§ About this exercise
Using the entries below, give the count of lines that hold "image". Say nothing besides the number.

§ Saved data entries
• • • •

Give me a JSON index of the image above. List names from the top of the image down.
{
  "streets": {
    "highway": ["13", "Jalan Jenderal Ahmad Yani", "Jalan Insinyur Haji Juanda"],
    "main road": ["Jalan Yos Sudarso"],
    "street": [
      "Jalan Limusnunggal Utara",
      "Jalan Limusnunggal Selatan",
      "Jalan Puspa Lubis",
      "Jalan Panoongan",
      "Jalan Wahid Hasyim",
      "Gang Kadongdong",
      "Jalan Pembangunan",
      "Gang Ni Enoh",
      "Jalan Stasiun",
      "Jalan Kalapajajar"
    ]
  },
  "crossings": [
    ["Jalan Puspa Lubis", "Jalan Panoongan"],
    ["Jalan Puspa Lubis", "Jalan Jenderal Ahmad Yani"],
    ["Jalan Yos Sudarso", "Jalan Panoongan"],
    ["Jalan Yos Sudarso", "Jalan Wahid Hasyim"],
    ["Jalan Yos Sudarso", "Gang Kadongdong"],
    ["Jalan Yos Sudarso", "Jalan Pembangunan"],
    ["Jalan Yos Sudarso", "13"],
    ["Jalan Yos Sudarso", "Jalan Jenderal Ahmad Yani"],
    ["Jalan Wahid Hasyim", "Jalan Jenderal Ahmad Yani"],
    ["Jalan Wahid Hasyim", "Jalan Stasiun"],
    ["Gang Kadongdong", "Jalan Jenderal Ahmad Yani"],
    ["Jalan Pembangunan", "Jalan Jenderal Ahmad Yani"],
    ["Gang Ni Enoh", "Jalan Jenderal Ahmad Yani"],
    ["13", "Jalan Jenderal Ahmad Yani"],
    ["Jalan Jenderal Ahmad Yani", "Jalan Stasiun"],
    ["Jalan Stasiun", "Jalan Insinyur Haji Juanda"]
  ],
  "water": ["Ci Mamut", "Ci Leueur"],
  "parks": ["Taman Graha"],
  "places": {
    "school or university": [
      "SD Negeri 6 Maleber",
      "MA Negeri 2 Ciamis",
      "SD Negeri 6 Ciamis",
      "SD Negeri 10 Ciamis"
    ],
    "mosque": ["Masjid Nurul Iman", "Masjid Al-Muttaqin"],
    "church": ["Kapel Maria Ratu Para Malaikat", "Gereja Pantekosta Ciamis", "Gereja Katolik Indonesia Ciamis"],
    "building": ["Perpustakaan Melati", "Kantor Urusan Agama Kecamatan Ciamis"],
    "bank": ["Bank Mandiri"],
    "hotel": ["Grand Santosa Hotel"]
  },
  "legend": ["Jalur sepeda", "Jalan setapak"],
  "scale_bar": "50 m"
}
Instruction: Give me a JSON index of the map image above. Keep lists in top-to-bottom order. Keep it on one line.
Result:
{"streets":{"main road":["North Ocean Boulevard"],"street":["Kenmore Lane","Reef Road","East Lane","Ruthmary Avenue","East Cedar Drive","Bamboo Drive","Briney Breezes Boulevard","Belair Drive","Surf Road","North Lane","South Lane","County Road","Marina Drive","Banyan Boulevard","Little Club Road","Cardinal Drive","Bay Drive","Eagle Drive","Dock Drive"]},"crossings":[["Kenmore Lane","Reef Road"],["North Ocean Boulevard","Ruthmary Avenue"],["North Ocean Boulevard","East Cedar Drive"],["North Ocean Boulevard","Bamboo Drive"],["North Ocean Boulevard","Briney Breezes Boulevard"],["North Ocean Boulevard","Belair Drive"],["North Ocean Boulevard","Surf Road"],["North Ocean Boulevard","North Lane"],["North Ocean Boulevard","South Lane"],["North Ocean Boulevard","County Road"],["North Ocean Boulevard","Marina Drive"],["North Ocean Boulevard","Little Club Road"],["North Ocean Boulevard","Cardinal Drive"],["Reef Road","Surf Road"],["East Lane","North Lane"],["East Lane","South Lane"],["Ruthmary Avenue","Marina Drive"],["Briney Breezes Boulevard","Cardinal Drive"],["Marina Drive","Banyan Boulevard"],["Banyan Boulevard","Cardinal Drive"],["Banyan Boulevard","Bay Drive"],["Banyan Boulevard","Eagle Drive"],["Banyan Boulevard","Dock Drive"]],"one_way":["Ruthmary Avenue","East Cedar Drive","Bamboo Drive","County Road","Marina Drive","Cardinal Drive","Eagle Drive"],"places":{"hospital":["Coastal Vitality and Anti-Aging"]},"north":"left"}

• • • •

§ Answer below
2